> EXERCISE AIM: The lines to copy are those in the listing that hold the word "const".

== == ==

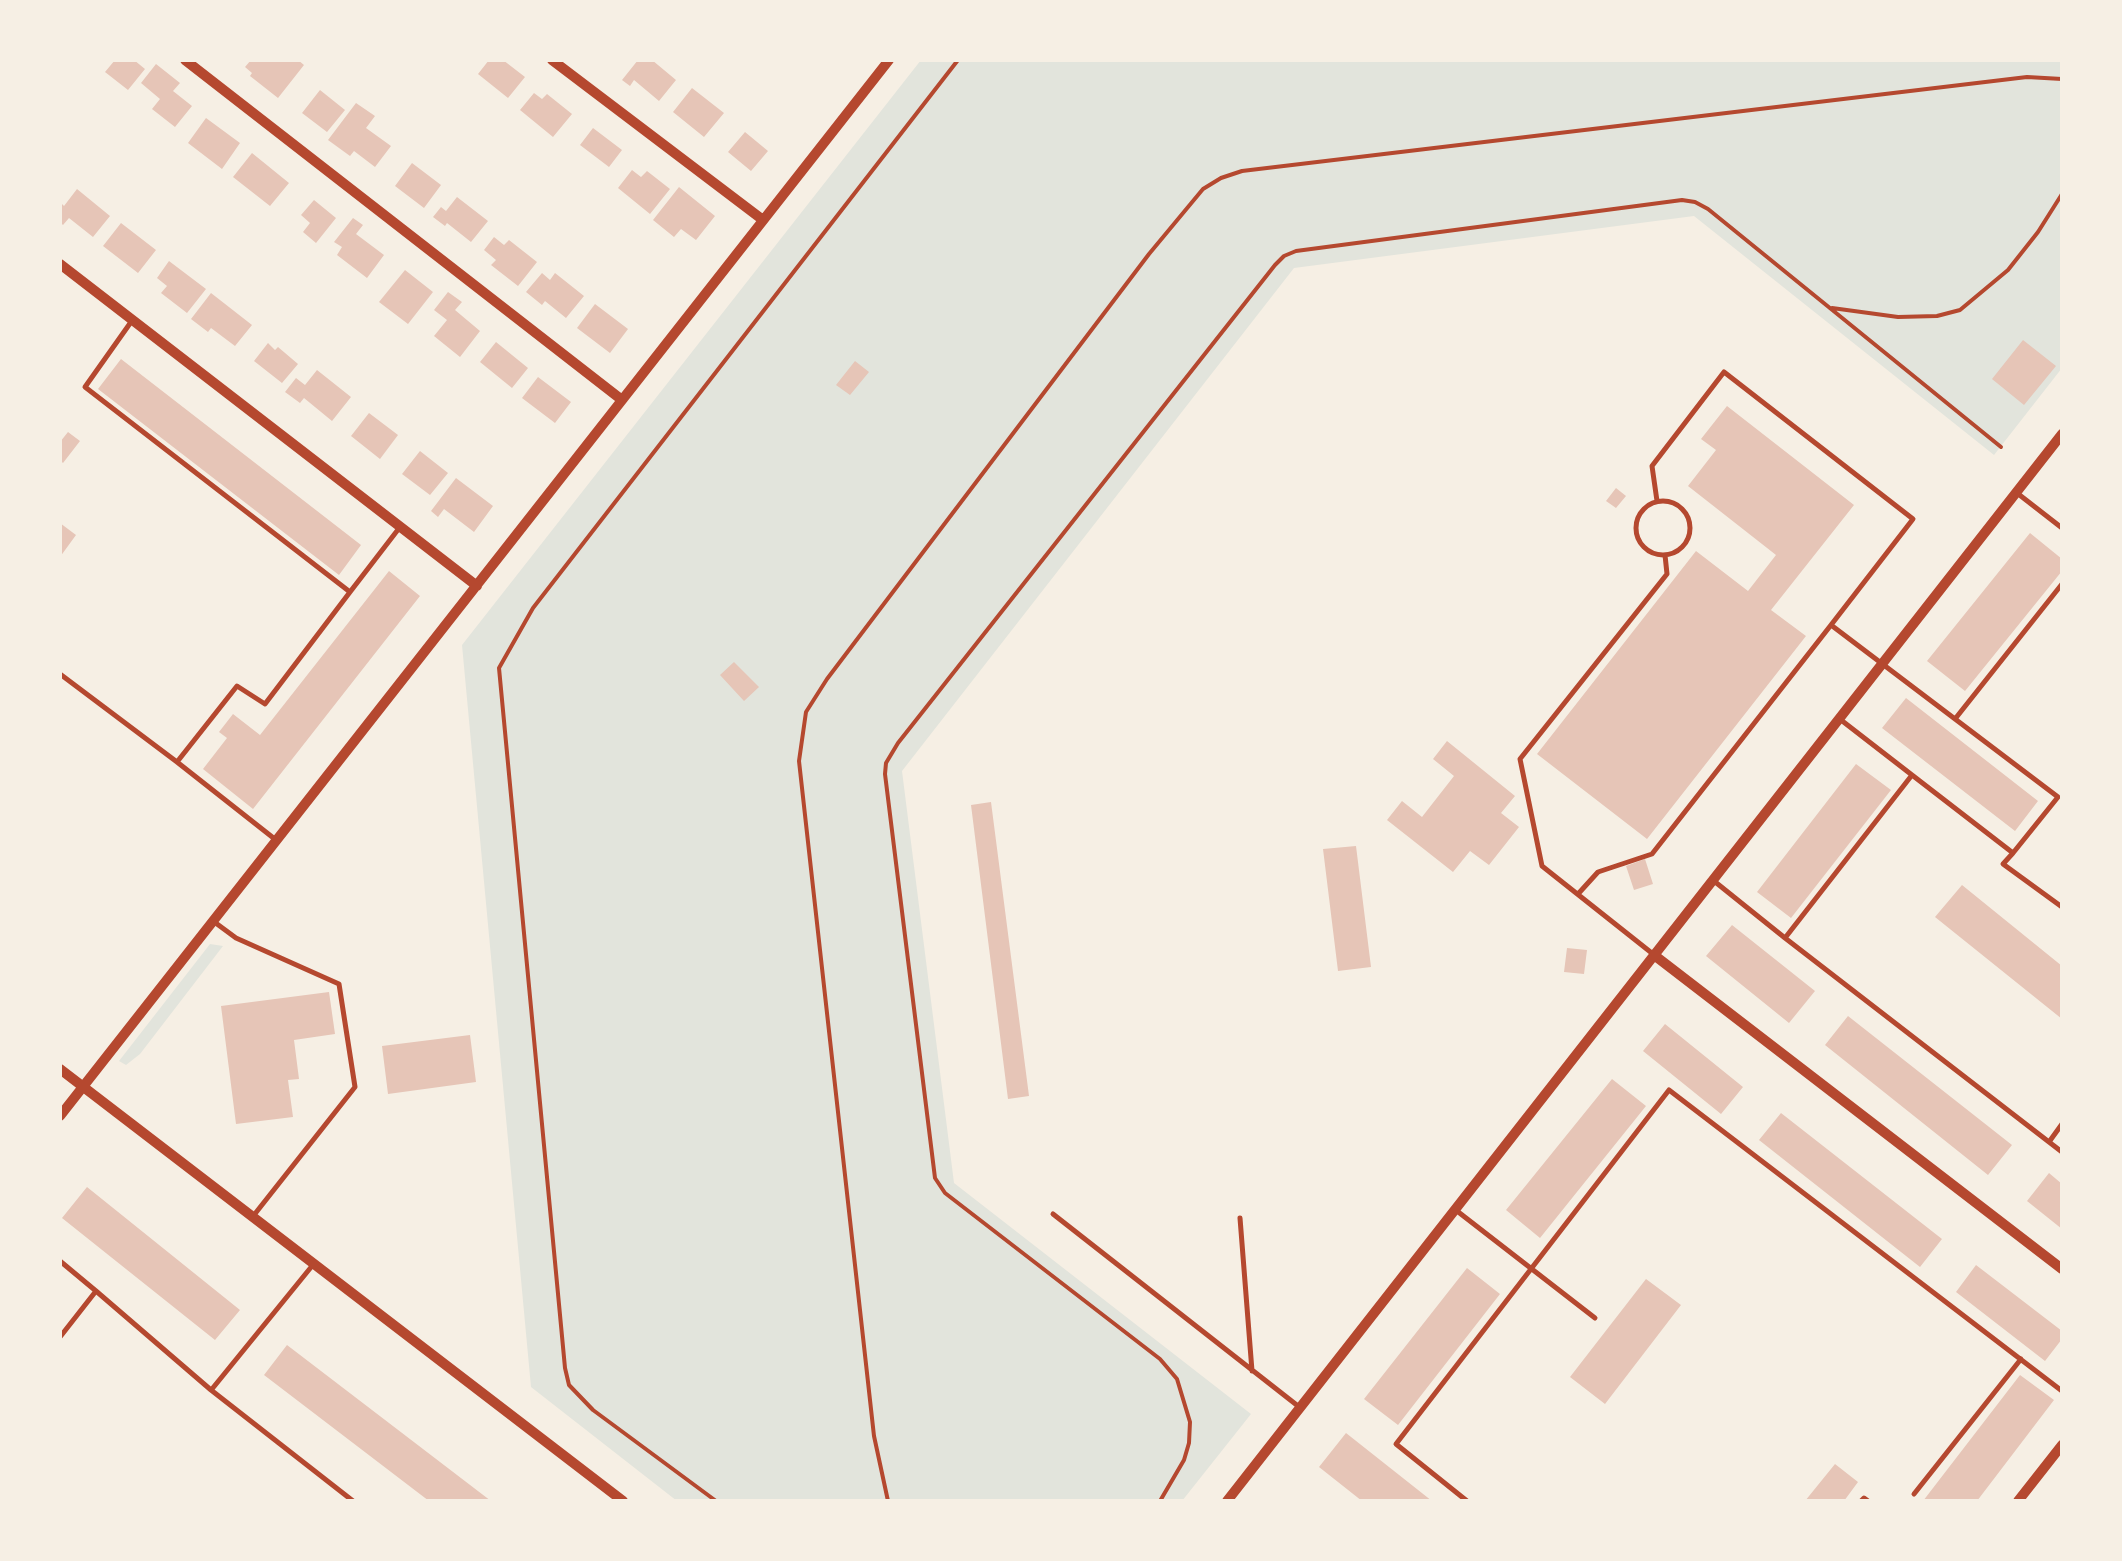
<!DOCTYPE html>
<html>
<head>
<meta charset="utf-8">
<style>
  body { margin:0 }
  #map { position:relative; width:2122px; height:1561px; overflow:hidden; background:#f6efe4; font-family:"Noto Sans",sans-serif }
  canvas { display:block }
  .frame { position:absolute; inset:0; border:62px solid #f6efe4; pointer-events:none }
</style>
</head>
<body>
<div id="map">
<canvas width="2122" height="1561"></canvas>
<div class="frame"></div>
</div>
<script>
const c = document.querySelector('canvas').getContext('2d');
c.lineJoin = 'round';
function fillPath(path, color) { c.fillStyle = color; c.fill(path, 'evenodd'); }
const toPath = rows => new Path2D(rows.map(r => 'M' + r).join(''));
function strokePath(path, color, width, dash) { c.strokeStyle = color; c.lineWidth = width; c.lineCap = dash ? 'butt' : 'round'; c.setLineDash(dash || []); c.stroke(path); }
fillPath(toPath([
  [921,60,2062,60,2062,368,1994,455,1694,216,1294,268,902,771,954,1183,1251,1414,1182,1501,677,1501,531,1387,462,645],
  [210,944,223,946,140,1054,126,1065,119,1061]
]), '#e2e4dc');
fillPath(toPath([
  [115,60,134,60,145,69,128,90,105,72],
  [251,60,298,60,304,65,278,98,250,76,252,73,245,67],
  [489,60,503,60,525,77,508,98,478,74],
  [638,60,652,60,676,80,659,101,634,80,630,86,622,80],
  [156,64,180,83,173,91,192,106,175,127,152,109,160,99,141,83],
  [692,88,724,113,704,137,673,112],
  [320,90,345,110,327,132,302,113],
  [534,93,542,99,547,94,572,114,553,137,520,110],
  [356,103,375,116,366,128,391,146,375,167,354,151,350,156,328,140],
  [206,118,240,143,222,169,188,143],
  [593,128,622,150,609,167,580,145],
  [745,132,768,151,751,171,728,152],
  [252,153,289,183,270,206,233,177],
  [412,163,441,185,424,208,395,186],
  [632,170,641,177,647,171,670,189,650,214,618,188],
  [679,187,715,216,696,240,681,229,674,237,653,220],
  [77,189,110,216,93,237,69,218,63,225,60,222,60,202,64,206],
  [457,197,488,221,471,242,447,223,445,226,433,217,441,207,446,211],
  [314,200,336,218,316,243,303,232,310,223,301,215],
  [353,218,363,225,356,234,384,255,367,278,337,255,342,247,334,242],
  [121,223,156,250,138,273,103,246],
  [494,237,504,245,509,240,537,262,518,286,491,265,496,260,484,250],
  [169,261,206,289,187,313,161,293,167,286,157,278],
  [405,270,433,292,408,324,379,302],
  [542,273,550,280,555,273,584,296,566,318,545,301,542,305,526,292],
  [448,292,462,302,455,310,480,331,460,357,434,336,447,320,434,310],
  [211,293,252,325,235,346,211,328,208,332,191,319],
  [595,304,628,329,610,353,577,328],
  [2023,340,2056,366,2024,405,1992,379],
  [496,342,528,368,512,388,480,362],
  [268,343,275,350,278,347,298,364,282,383,254,361],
  [121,359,361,545,339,575,98,389],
  [855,361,869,372,850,395,836,385],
  [317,370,351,397,332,421,304,398,300,403,285,392,296,378,305,385],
  [538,377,571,402,555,423,522,398],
  [1727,406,1854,505,1771,610,1806,636,1647,839,1537,754,1696,551,1748,591,1776,555,1688,486,1716,450,1701,439],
  [369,413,398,435,380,459,351,436],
  [68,432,80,441,63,463,60,460,60,442],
  [420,451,448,473,430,495,402,474],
  [456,478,493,506,474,532,444,509,438,517,431,511],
  [1616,488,1626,496,1616,508,1606,501],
  [60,523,76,535,60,557],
  [2030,533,2062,559,2062,571,1965,691,1927,661],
  [389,571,420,596,253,809,203,769,227,738,219,732,233,714,260,735],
  [734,662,759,687,744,701,720,675],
  [1906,698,2038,801,2015,831,1882,728],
  [1447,741,1515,796,1501,813,1519,827,1489,865,1470,851,1453,872,1387,820,1402,801,1422,817,1454,776,1433,759],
  [1856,764,1891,790,1791,918,1757,892],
  [991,802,1029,1096,1008,1099,971,805],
  [1356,846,1371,967,1338,971,1323,849],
  [1645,859,1653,884,1634,890,1626,866],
  [1962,885,2062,966,2062,1019,1935,917],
  [1732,925,1815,991,1789,1023,1706,956],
  [1567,948,1587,950,1584,974,1564,972],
  [329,992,335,1034,294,1040,299,1079,288,1080,293,1117,236,1124,221,1006],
  [1848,1016,2012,1145,1988,1175,1825,1045],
  [1665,1024,1743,1087,1721,1114,1643,1051],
  [470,1035,476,1082,388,1094,382,1046],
  [1612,1079,1646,1106,1540,1238,1506,1210],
  [1781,1113,1942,1239,1920,1267,1759,1140],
  [2049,1173,2062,1184,2062,1229,2027,1201],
  [87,1187,240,1310,215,1340,62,1218],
  [1976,1265,2062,1331,2062,1339,2045,1361,1956,1292],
  [1467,1268,1500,1294,1398,1425,1364,1399],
  [1646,1279,1681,1305,1605,1404,1570,1377],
  [287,1345,491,1501,429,1501,264,1375],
  [2020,1375,2054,1400,1977,1501,1923,1501],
  [1346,1433,1432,1501,1362,1501,1319,1467],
  [1835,1464,1858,1482,1844,1501,1805,1501]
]), '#e6c5b7');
strokePath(toPath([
  [1832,308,1898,317,1937,316,1960,310,2008,270,2038,232,2062,194],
  [716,1501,593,1410,569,1385,565,1368,499,668,533,608,958,60],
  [888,1501,874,1436,799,761,806,712,827,679,905,576,1149,254,1203,189,1221,178,1242,171,2027,77,2062,79],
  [1160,1501,1184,1460,1189,1443,1190,1422,1177,1379,1160,1359,945,1193,935,1178,885,774,886,763,898,743,1275,265,1284,256,1296,251,1682,200,1695,202,1708,209,2001,447]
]), '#b5482f', 4);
strokePath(toPath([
  [131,322,85,387,350,592,265,704,237,686,177,762,276,840],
  [2017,493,2062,528],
  [1657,501,1652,466,1724,372,1913,519,1831,625,2058,797,2013,853,1912,775],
  '1636 528a27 27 0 1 1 54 0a27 27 0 1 1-54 0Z',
  [350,592,400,527],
  [60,674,177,762],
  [1955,719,2062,584],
  [2013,853,2003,864,2062,907],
  [1714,881,1785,938,1912,775,1841,720],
  [1578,894,1598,872,1652,854,1831,625],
  [213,921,236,938,339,984,355,1087,254,1215],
  [1785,938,2049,1142],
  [1653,954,1542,866,1520,759,1667,574,1665,555],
  [2062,1124,2049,1142,2062,1152],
  [1457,1211,1595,1318],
  [1053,1214,1298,1406],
  [1240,1218,1252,1371],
  [60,1261,96,1291],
  [60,1337,96,1291,211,1390,353,1501],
  [212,1389,312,1266],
  [1914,1494,2021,1359],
  [1467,1501,1396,1444,1669,1090,2062,1391],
  [1861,1501,1864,1498,1868,1501]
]), '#b5482f', 5);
strokePath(toPath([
  [185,60,622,400],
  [552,60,763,220],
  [60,264,477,586],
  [1654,955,2062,1269],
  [60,1069,623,1501],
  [60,1116,889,60],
  [1227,1501,2062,434],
  [2018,1501,2062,1445]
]), '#b5482f', 10);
</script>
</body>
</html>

== == ==

> FINAL ANSWER:
const c = document.querySelector('canvas').getContext('2d');
const toPath = rows => new Path2D(rows.map(r => 'M' + r).join(''));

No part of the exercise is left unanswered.